Key Recovery Attack on the Partial Vandermonde Knapsack Problem

Abstract

The Partial Vandermonde (PV) Knapsack problem is an algebraic variant of the low-density inhomogeneous SIS problem. The problem has been used as a building block for various lattice-based constructions, including signatures (ACNS'14, ACISP'18), encryptions (DCC'15,DCC'20), and signature aggregation (Eprint'20). At Crypto'22, Boudgoust, Gachon, and Pellet-Mary proposed a key distinguishing attack on the PV Knapsack exploiting algebraic properties of the problem. Unfortunately, their attack doesn't offer key recovery, except for worst-case keys. In this paper, we propose an alternative attack on the PV Knapsack problem, which provides key recovery for a much larger set of keys. Like the Crypto'22 attack, it is based on lattice reduction and uses a dimension reduction technique to speed-up the underlying lattice reduction algorithm and enhance its performance. As a side bonus, our attack transforms the PV Knapsack problem into uSVP instances instead of SVP instances in the Crypto'22 attack. This also helps the lattice reduction algorithm, both from a theoretical and practical point of view. We use our attack to re-assess the hardness of the concrete parameters used in the literature.

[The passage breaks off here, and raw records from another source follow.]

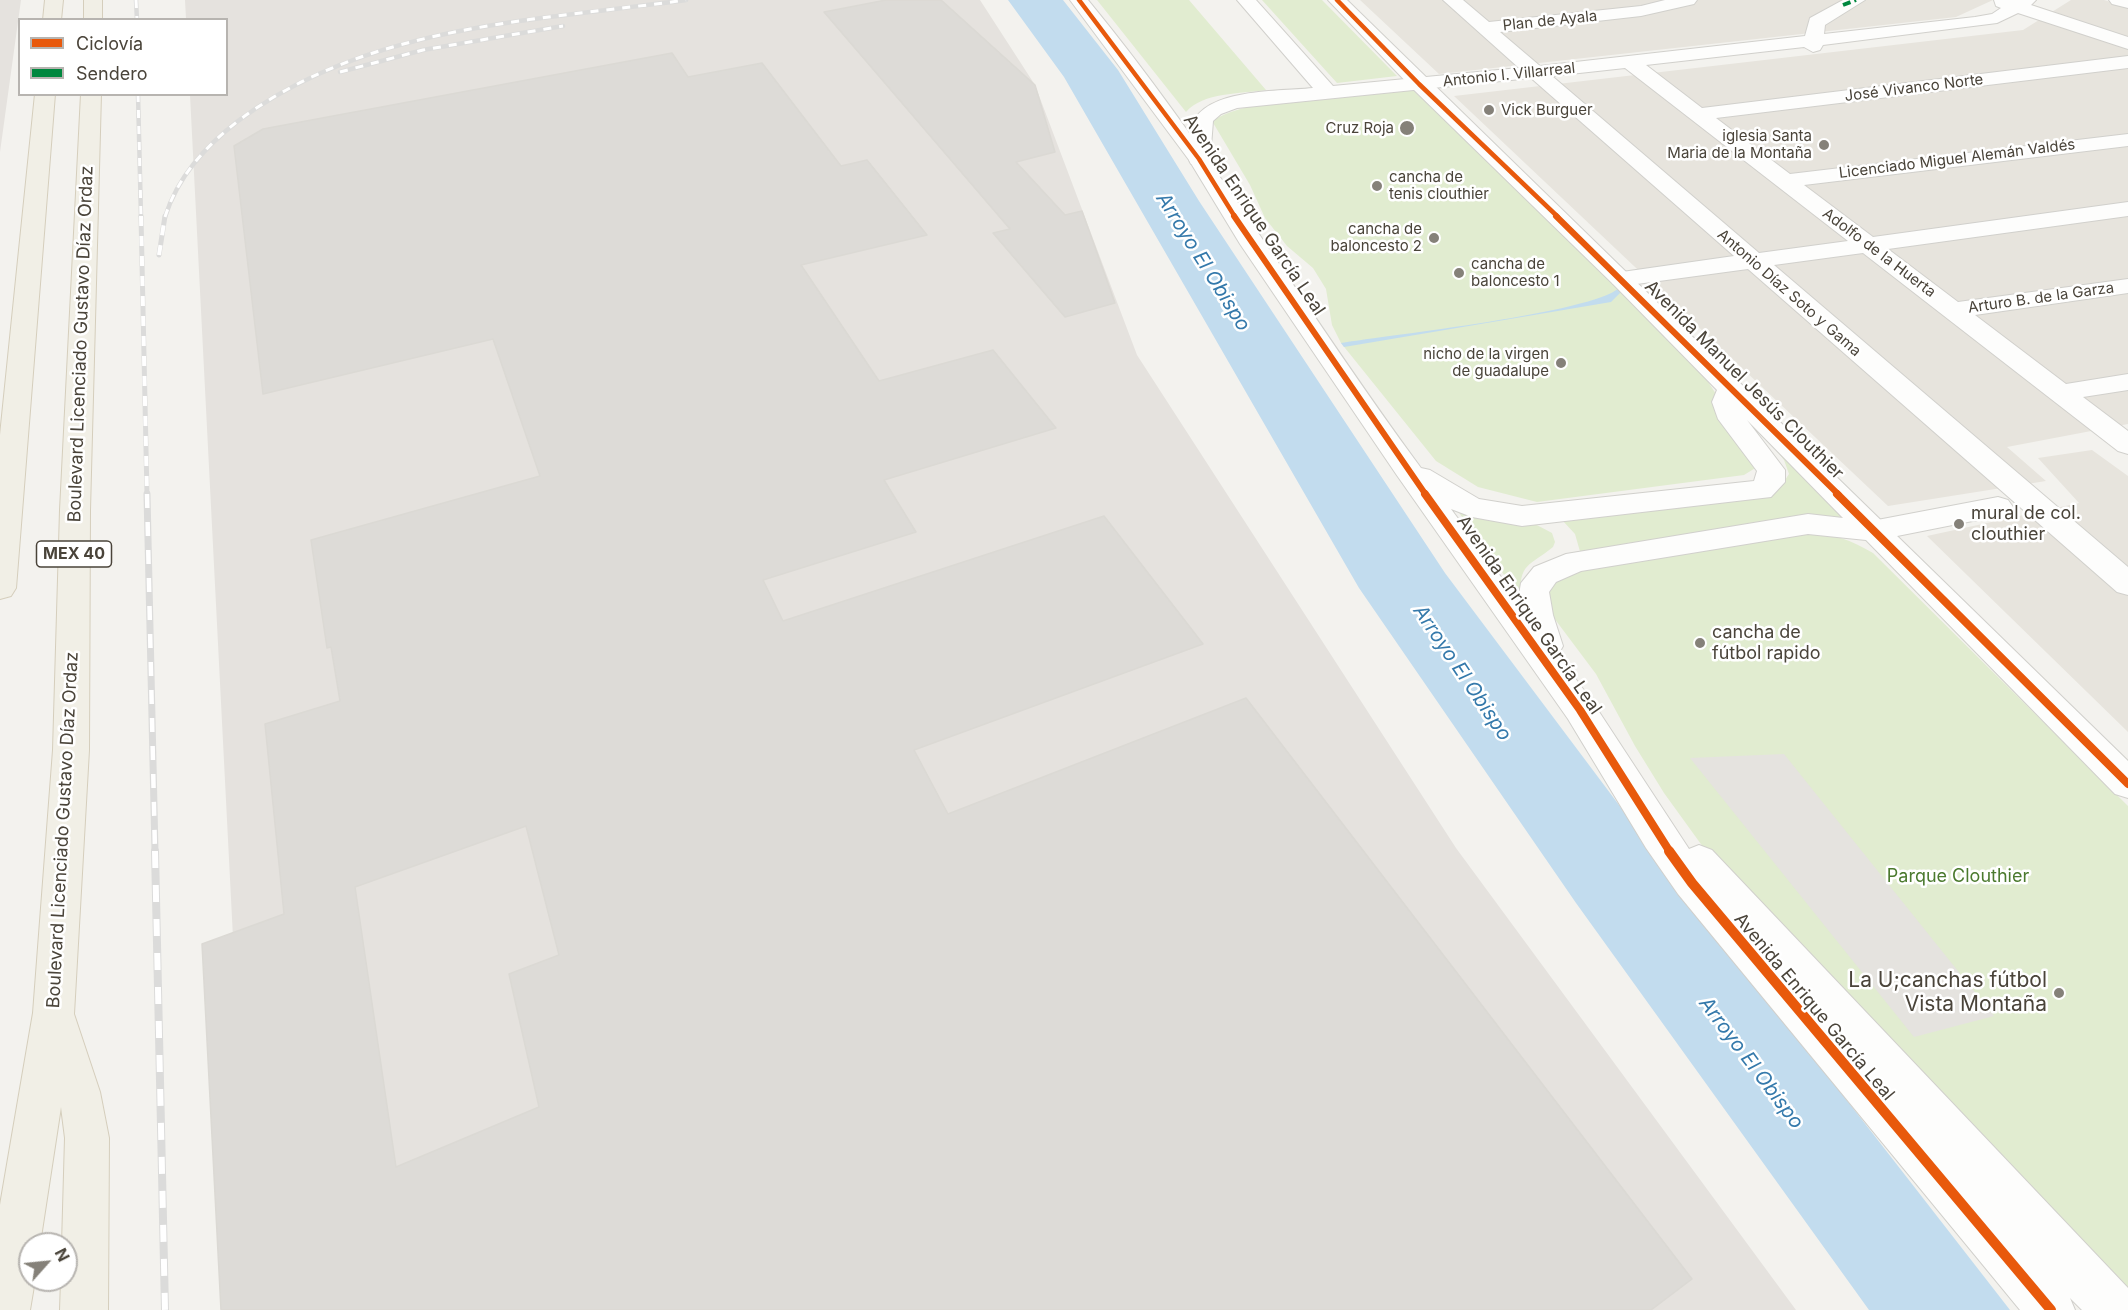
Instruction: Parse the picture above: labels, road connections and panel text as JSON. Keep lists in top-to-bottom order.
{
  "streets": {
    "main road": ["Boulevard Licenciado Gustavo Díaz Ordaz", "MEX 40"],
    "street": [
      "Plan de Ayala",
      "Antonio I. Villarreal",
      "José Vivanco Norte",
      "Licenciado Miguel Alemán Valdés",
      "Avenida Enrique García Leal",
      "Adolfo de la Huerta",
      "Antonio Díaz Soto y Gama",
      "Arturo B. de la Garza",
      "Avenida Manuel Jesús Clouthier"
    ]
  },
  "crossings": [
    ["Plan de Ayala", "Antonio Díaz Soto y Gama"],
    ["Antonio I. Villarreal", "Avenida Enrique García Leal"],
    ["Antonio I. Villarreal", "Adolfo de la Huerta"],
    ["Antonio I. Villarreal", "Antonio Díaz Soto y Gama"],
    ["Antonio I. Villarreal", "Avenida Manuel Jesús Clouthier"],
    ["José Vivanco Norte", "Adolfo de la Huerta"],
    ["Licenciado Miguel Alemán Valdés", "Adolfo de la Huerta"],
    ["Adolfo de la Huerta", "Arturo B. de la Garza"]
  ],
  "water": ["Arroyo El Obispo"],
  "parks": ["Parque Clouthier"],
  "places": [
    "Vick Burguer",
    "Cruz Roja",
    "iglesia Santa Maria de la Montaña",
    "cancha de tenis clouthier",
    "cancha de baloncesto 2",
    "cancha de baloncesto 1",
    "nicho de la virgen de guadalupe",
    "mural de col. clouthier",
    "cancha de fútbol rapido",
    "La U;canchas fútbol Vista Montaña"
  ],
  "legend": ["Ciclovía", "Sendero"],
  "north": "top right"
}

It appears that many contain a non-negligible fraction of weak keys, which are easily identified and extremely susceptible to our attack. For example, a fraction of $2^{-19}$ of the public keys of a parameter set from ACISP'18 can be solved in about $30$ hours on a moderate server using off-the-shelf lattice reduction. This parameter set was initially claimed to have a $129$-bit security against key recovery attack. Its security was reduced to $87$-bit security using the distinguishing attack from Crypto'22. Similarly, the ACNS'14 proposal also includes a parameter set containing a fraction of $2^{-19}$ of weak keys; those can be solved in about $17$ hours.